Last March, the NRC approved its safety culture policy statement.*  At the time, a majority of commissioners issued supplemental comments expressing their concern that the policy statement could be used as a back door to regulation.  The policy was issued in June, 2011.  Enough time has lapsed to ask: What, if anything has happened, i.e., how is the NRC treating safety culture as it exercises its authority to regulate licensees?

We examined selected NRC documents for some plants where safety culture has been raised as a possible issue and see a few themes emerging.  One is the requirement to examine the causes of specific incidents to ascertain if safety culture was a contributing factor.  It appears some (perhaps most or all) special inspection notices to licensees include some language about "an assessment of whether any safety culture component caused or significantly contributed to these findings."  

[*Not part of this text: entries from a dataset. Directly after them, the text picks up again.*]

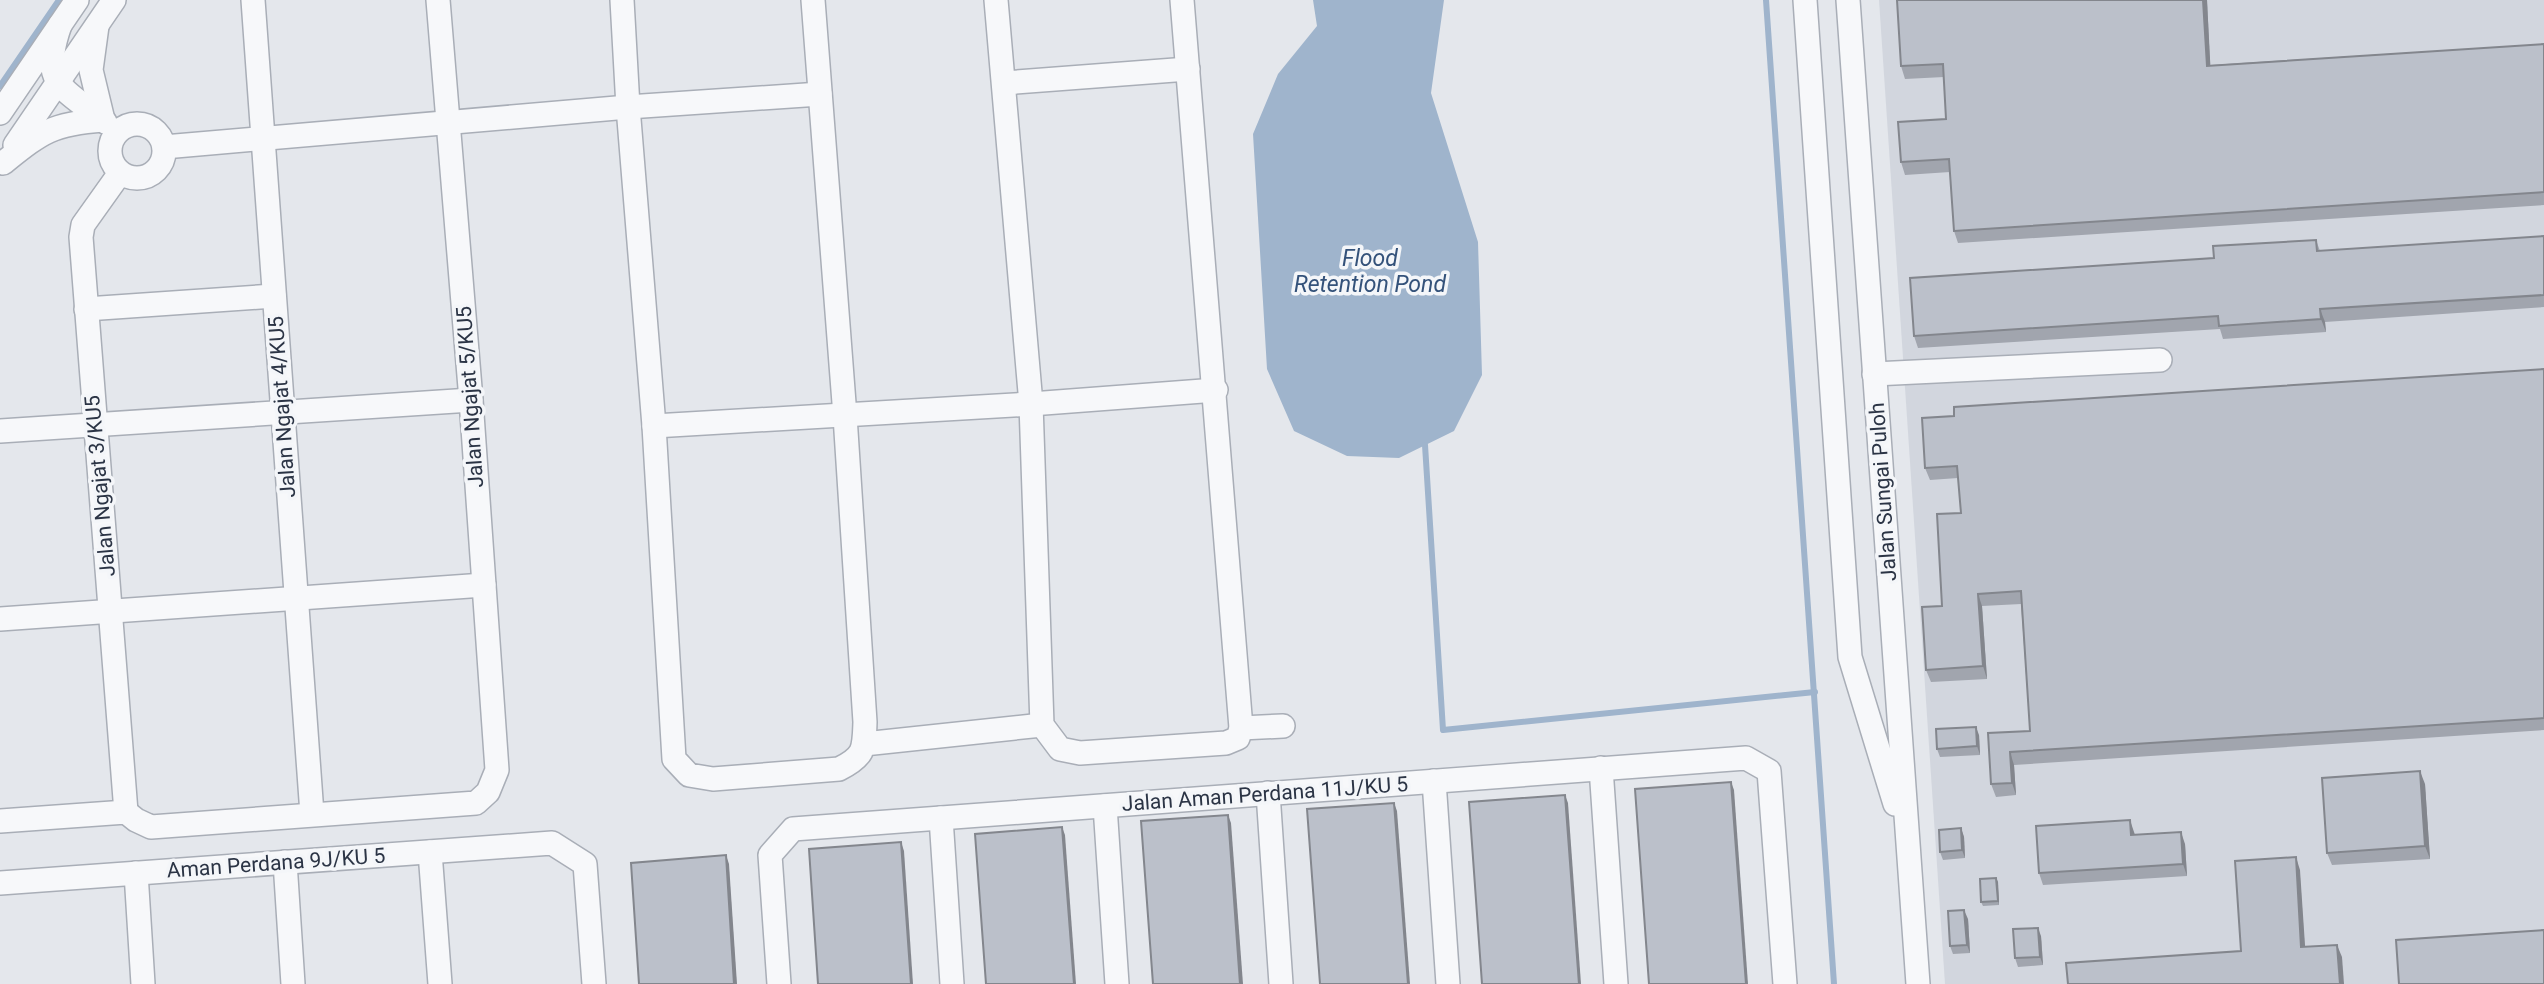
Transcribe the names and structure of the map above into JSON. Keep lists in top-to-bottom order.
{
  "streets": {
    "street": [
      "Jalan Ngajat 5/KU5",
      "Jalan Ngajat 4/KU5",
      "Jalan Ngajat 3/KU5",
      "Jalan Sungai Puloh",
      "Jalan Aman Perdana 11J/KU 5",
      "Aman Perdana 9J/KU 5"
    ]
  },
  "crossings": [
    ["Jalan Ngajat 5/KU5", "Jalan Ngajat 4/KU5"]
  ],
  "water": ["Flood Retention Pond"]
}
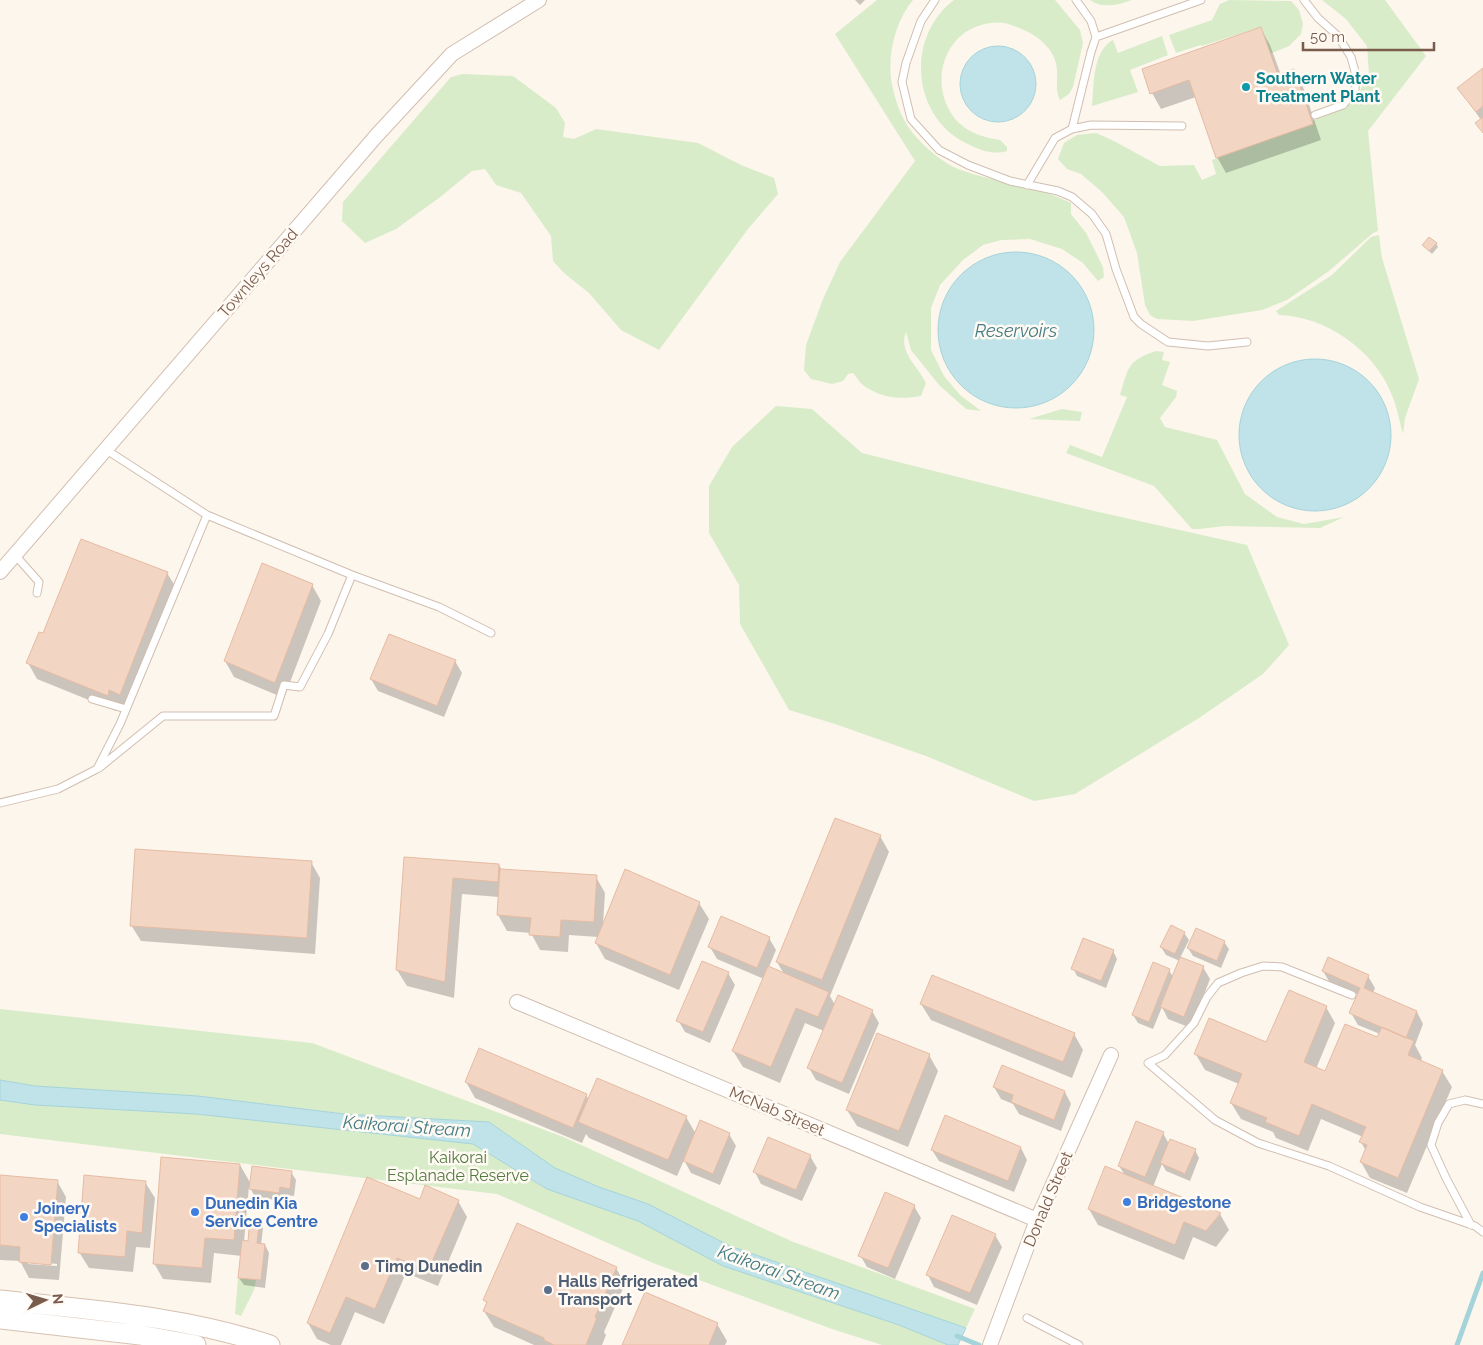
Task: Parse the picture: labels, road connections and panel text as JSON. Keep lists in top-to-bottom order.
{
  "streets": {
    "street": ["Townleys Road", "McNab Street", "Donald Street"]
  },
  "crossings": [
    ["McNab Street", "Donald Street"]
  ],
  "water": ["Reservoirs", "Kaikorai Stream"],
  "parks": ["Kaikorai Esplanade Reserve"],
  "places": [
    "Southern Water Treatment Plant",
    "Bridgestone",
    "Dunedin Kia Service Centre",
    "Joinery Specialists",
    "Timg Dunedin",
    "Halls Refrigerated Transport"
  ],
  "scale_bar": "50 m",
  "north": "right"
}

The obvious push is to get the licensee to do the work and explicitly address safety culture in their mea culpa to the agency.  Then the agency can say, for example, that "The inspection team confirmed that the licensee established appropriate corrective actions to address safety culture."**  A variant on this theme is now occurring at Browns Ferry, where the “NRC is reviewing results from safety culture surveys performed by the plant in 2011.”*** 

The NRC is also showing the stick, at least at one plant.  At Fort Calhoun, the marching orders are: “Assess the licensee’s third party evaluation of their safety culture. . . . If necessary, perform an independent assessment of the licensee’s safety culture using the guidance contained in Inspection Procedure 95003."****  I think that means: If you can't/won't/don't perform an adequate safety culture evaluation, then we will.  To back up this threat, it appears the NRC is developing procedures and materials for qualifying its inspectors to evaluate safety culture.

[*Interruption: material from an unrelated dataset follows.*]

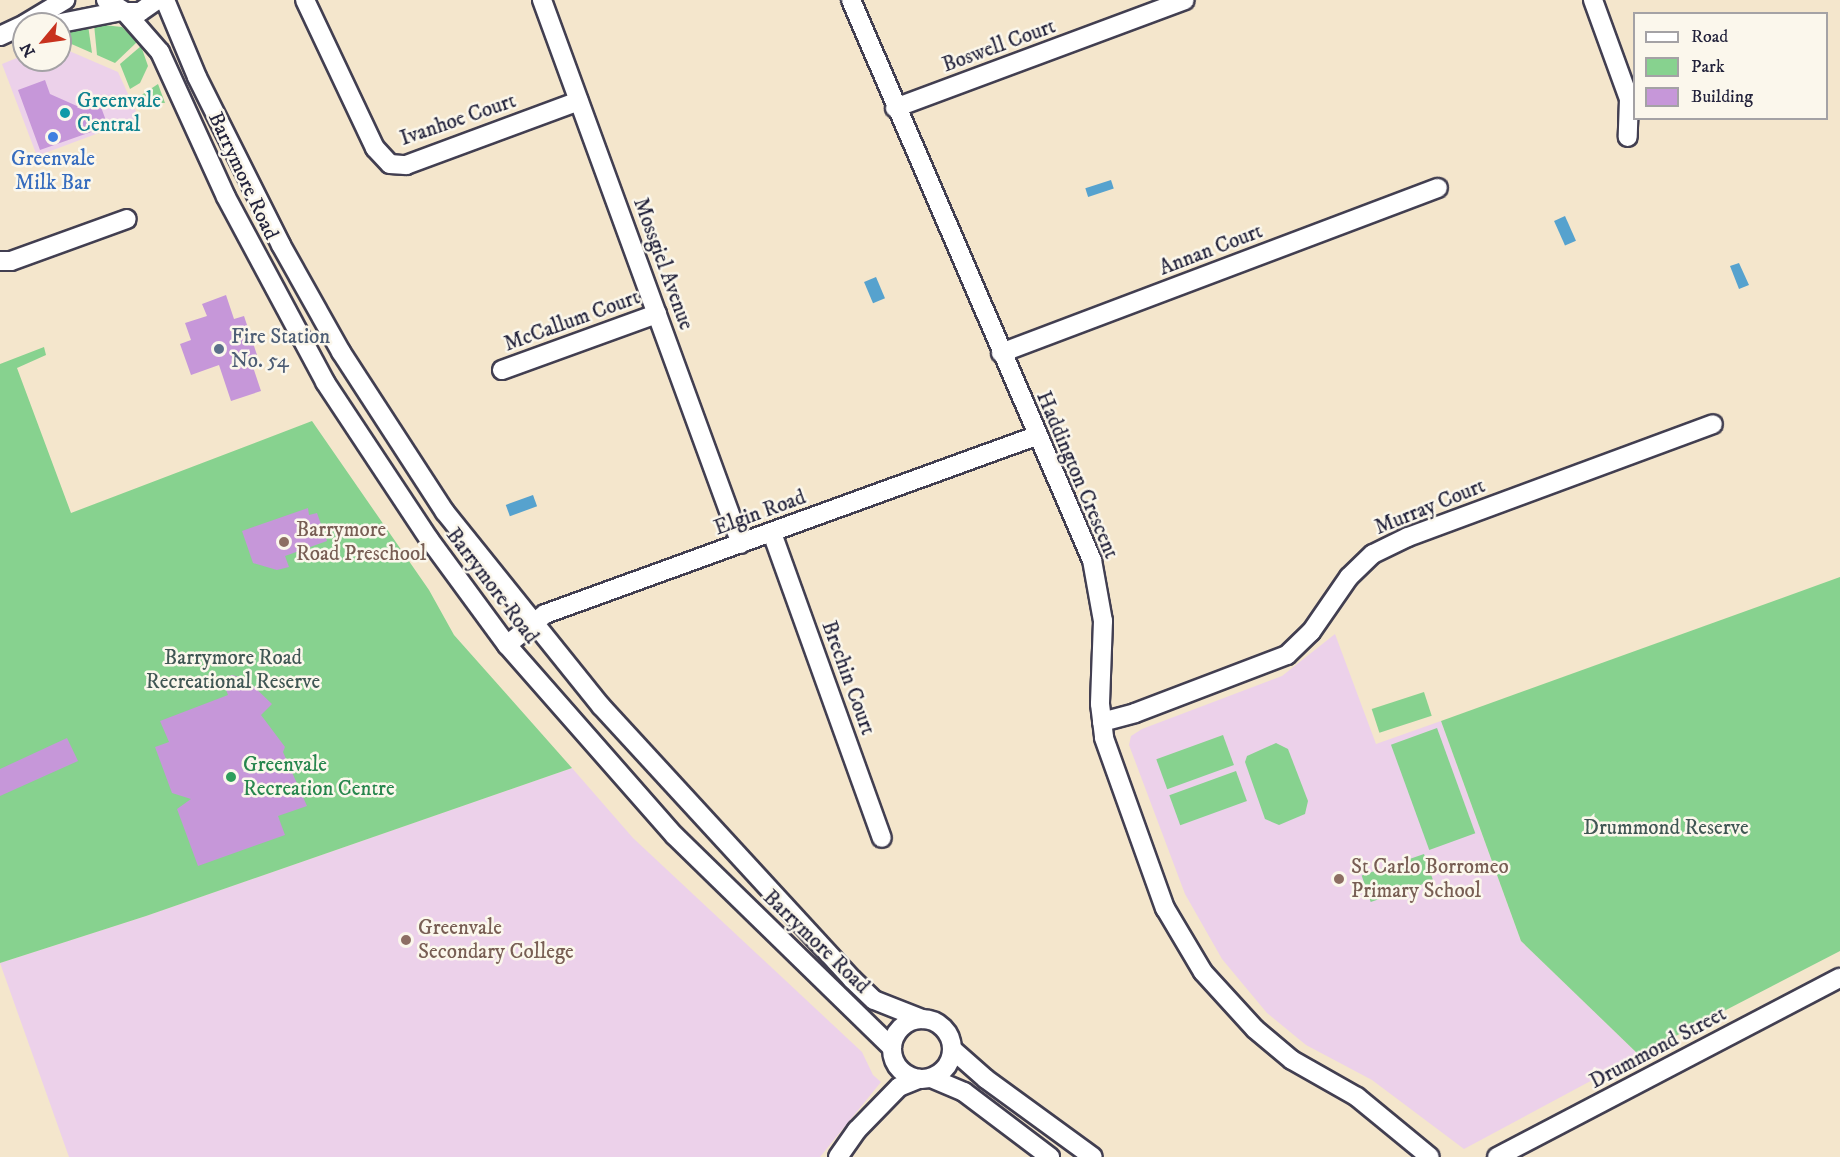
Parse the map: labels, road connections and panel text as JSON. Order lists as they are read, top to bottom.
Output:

The Alternative Dispute Resolution (ADR) process is another way to get safety culture addressed.  For example, Entergy got in 10 CFR 50.7 (employee protection) trouble for lowering a River Bend employee’s rating in part because of questions he raised.  One of Entergy's commitments following ADR was to perform a site-wide safety culture survey.  It probably didn’t help that, in a separate incident, River Bend operators were found accessing the internet when they were supposed to be watching the control board.  Entergy also has to look at safety culture at FitzPatrick and Palisades because of incidents at those locations.***** 

What does the recent experience imply?

The NRC’s current perspective on safety culture is summed up in an NRC project manager’s post in an internet Nuclear Safety Culture forum: “You seem to [sic] hung up on how NRC is going to enforce safety culture.  We aren't.  Safety culture isn't required. It won't be the basis for denying a license application.  It won't be the basis for citing a violation during an inspection.  However, if an incident investigation identifies safety culture as one of the root causes, we will require corrective action to address it.”  (Note this is NOT an official agency statement.)

However, our Bob Cudlin made a more expansive prediction in his January 19, 2011 post: “. . . it appears that the NRC will “expect” licensees to meet the intent and the particulars of its policy statement.  It seems safe to assume the NRC staff will apply the policy in its assessments of licensee performance. . . . The greatest difficulty is to square the rhetoric of NRC Commissioners and staff regarding the absolute importance of safety culture to safety, the “nothing else matters” perspective, with the inherently limited and non-binding nature of a policy statement.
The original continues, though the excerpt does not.